What the task requires:
Your output should be the lines below from the one with "Task: Serialize what" through the one with "Parse the image", copied exactly, pictures excluded.

[Dataset extract Boundary: Start]

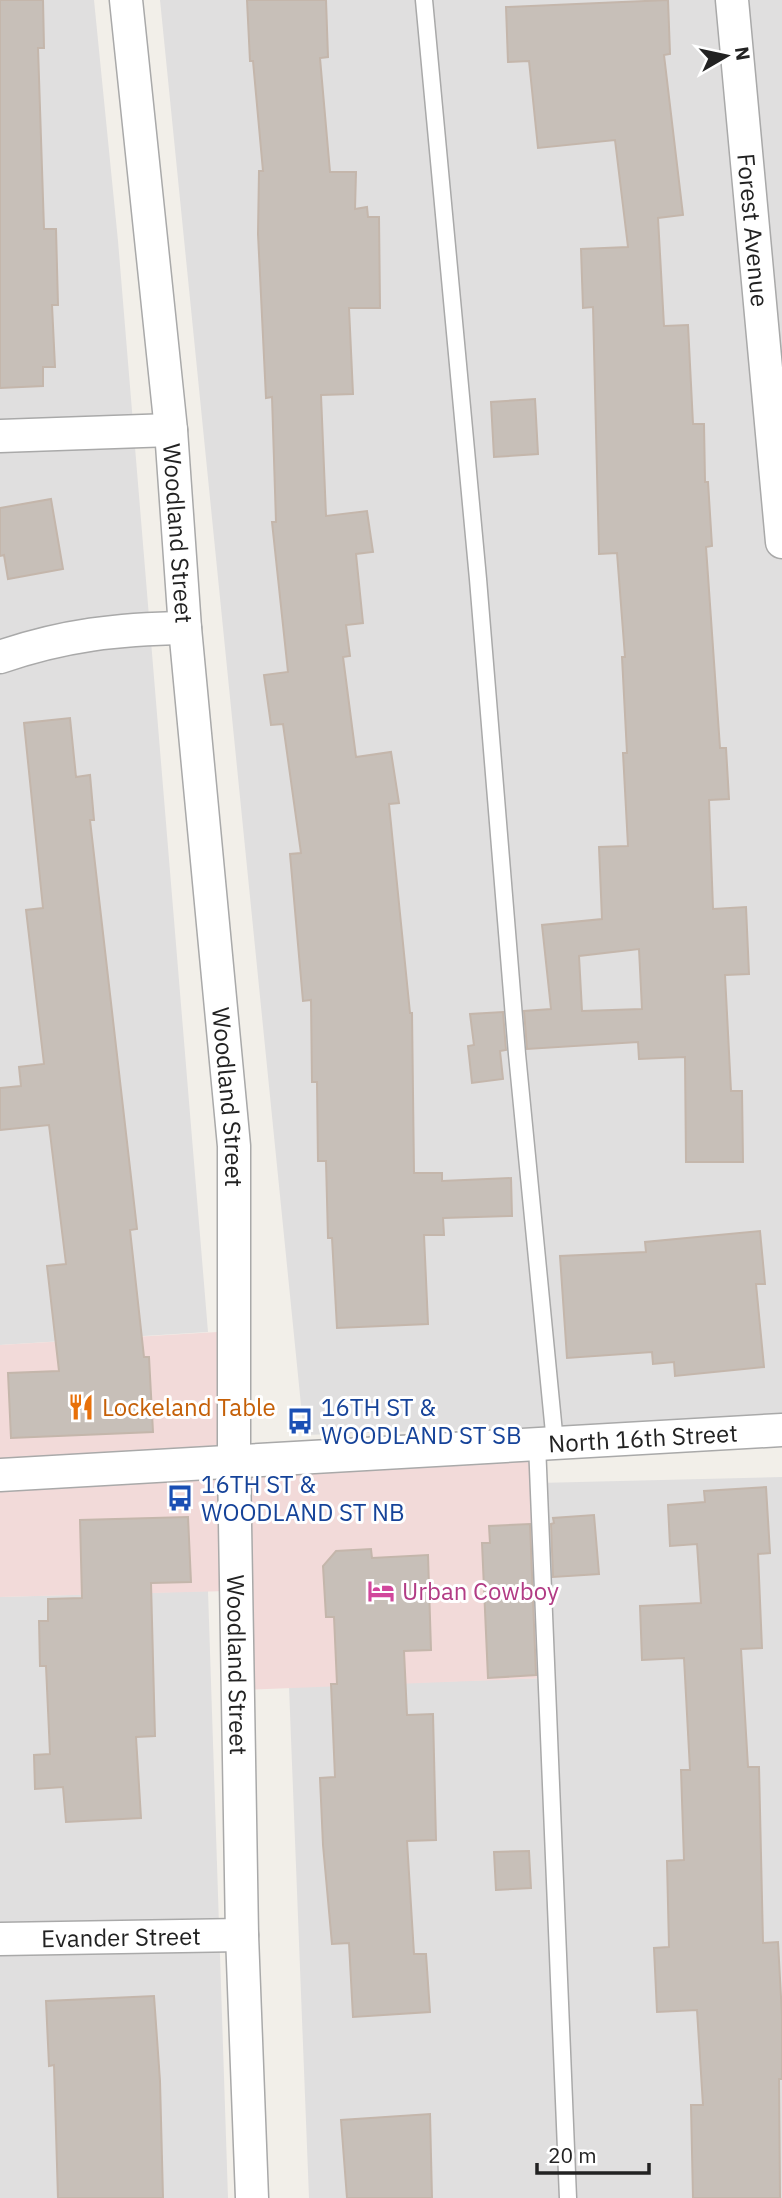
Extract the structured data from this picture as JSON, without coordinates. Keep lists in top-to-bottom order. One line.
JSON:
{"streets":{"street":["Forest Avenue","Woodland Street","North 16th Street","Evander Street"]},"crossings":[["Woodland Street","North 16th Street"],["Woodland Street","Evander Street"]],"places":{"restaurant":["Lockeland Table"],"bus stop":["16TH ST & WOODLAND ST SB","16TH ST & WOODLAND ST NB"],"hotel":["Urban Cowboy"]},"scale_bar":"20 m","north":"right"}
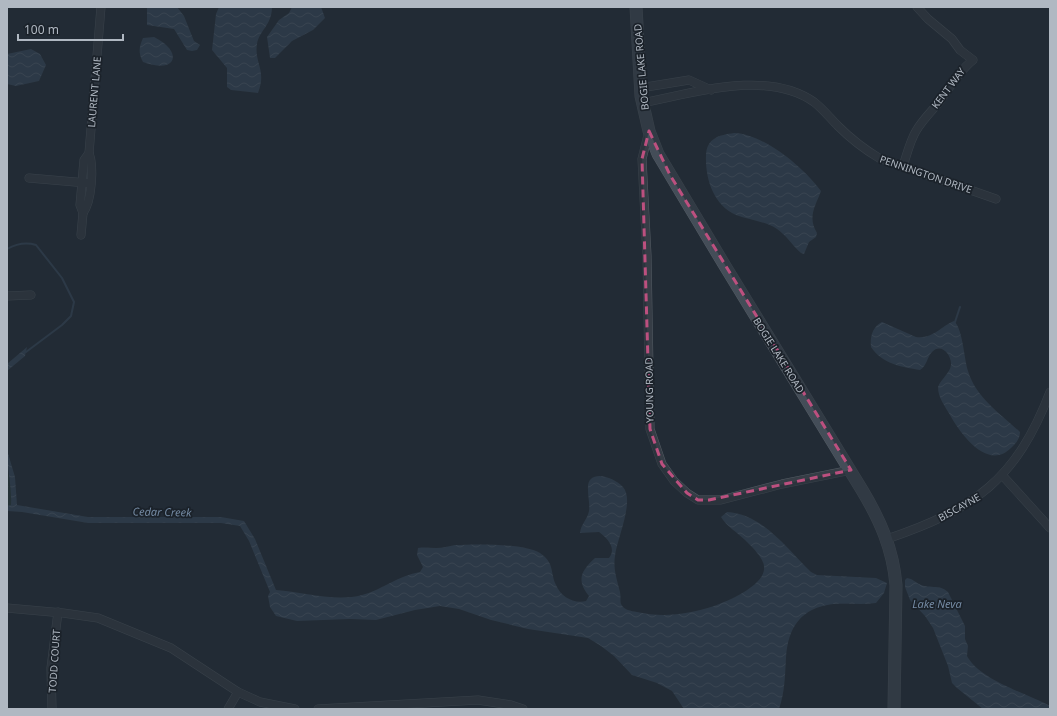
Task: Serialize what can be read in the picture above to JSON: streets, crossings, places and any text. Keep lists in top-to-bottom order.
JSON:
{
  "streets": {
    "main road": ["BOGIE LAKE ROAD"],
    "street": [
      "KENT WAY",
      "LAURENT LANE",
      "PENNINGTON DRIVE",
      "YOUNG ROAD",
      "BISCAYNE",
      "TODD COURT"
    ]
  },
  "crossings": [
    ["BOGIE LAKE ROAD", "PENNINGTON DRIVE"],
    ["BOGIE LAKE ROAD", "YOUNG ROAD"],
    ["BOGIE LAKE ROAD", "BISCAYNE"],
    ["KENT WAY", "PENNINGTON DRIVE"]
  ],
  "water": ["Cedar Creek", "Lake Neva"],
  "scale_bar": "100 m"
}
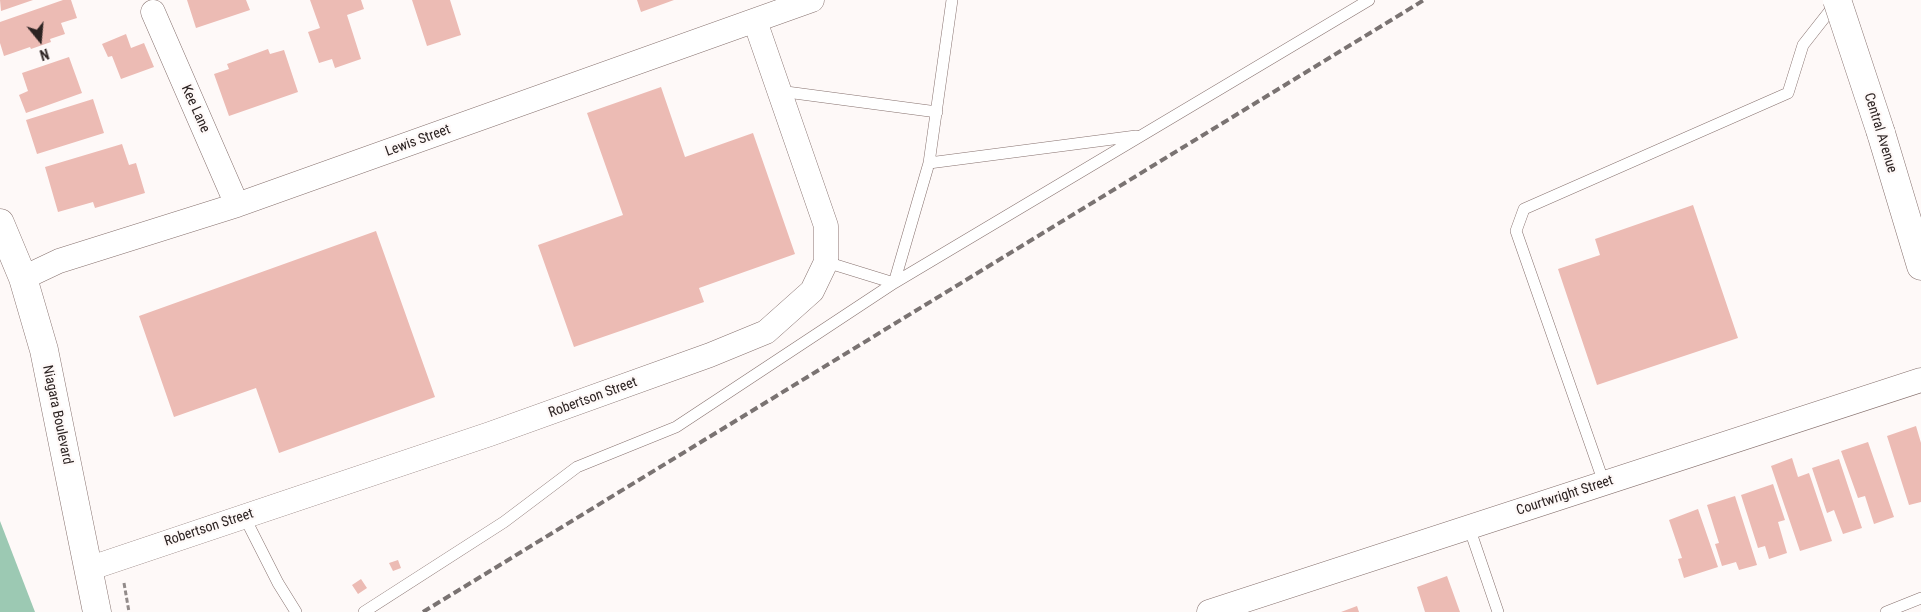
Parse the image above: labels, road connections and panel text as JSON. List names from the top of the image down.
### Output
{
  "streets": {
    "main road": ["Central Avenue", "Niagara Boulevard"],
    "street": [
      "Kee Lane",
      "Lewis Street",
      "Robertson Street",
      "Courtwright Street"
    ]
  },
  "crossings": [
    ["Kee Lane", "Lewis Street"],
    ["Lewis Street", "Robertson Street"],
    ["Lewis Street", "Niagara Boulevard"],
    ["Robertson Street", "Niagara Boulevard"]
  ],
  "north": "bottom"
}
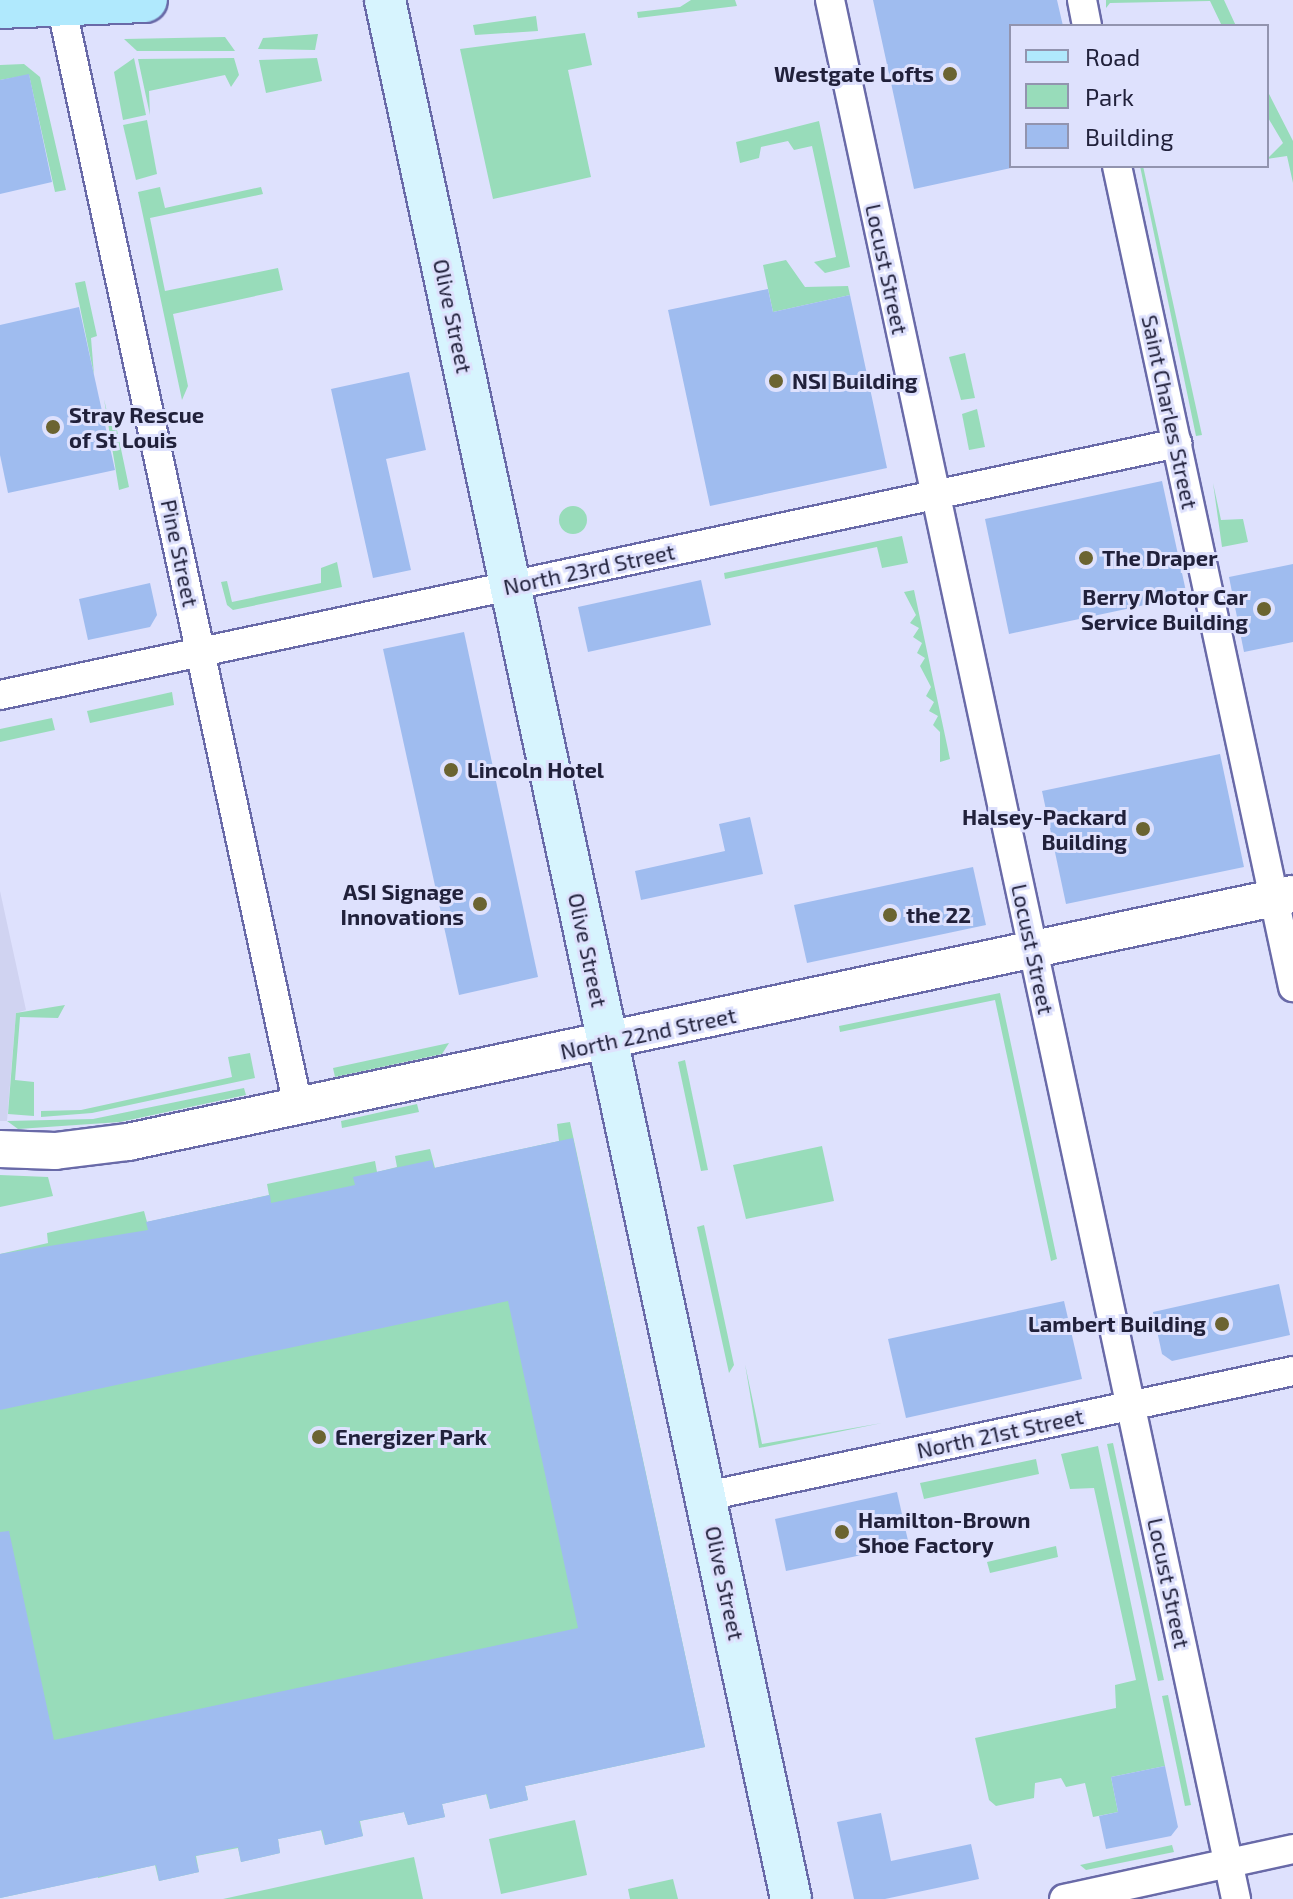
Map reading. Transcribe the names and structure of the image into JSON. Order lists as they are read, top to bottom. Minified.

[Dataset extract Boundary: End]

Result of this task:
Task: Serialize what can be read in the picture above to JSON: streets, crossings, places and any text. Keep lists in top-to-bottom order.
JSON:
{
  "streets": {
    "main road": ["BOGIE LAKE ROAD"],
    "street": [
      "KENT WAY",
      "LAURENT LANE",
      "PENNINGTON DRIVE",
      "YOUNG ROAD",
      "BISCAYNE",
      "TODD COURT"
    ]
  },
  "crossings": [
    ["BOGIE LAKE ROAD", "PENNINGTON DRIVE"],
    ["BOGIE LAKE ROAD", "YOUNG ROAD"],
    ["BOGIE LAKE ROAD", "BISCAYNE"],
    ["KENT WAY", "PENNINGTON DRIVE"]
  ],
  "water": ["Cedar Creek", "Lake Neva"],
  "scale_bar": "100 m"
}
Parse the image above: labels, road connections and panel text as JSON. List names from the top of the image down.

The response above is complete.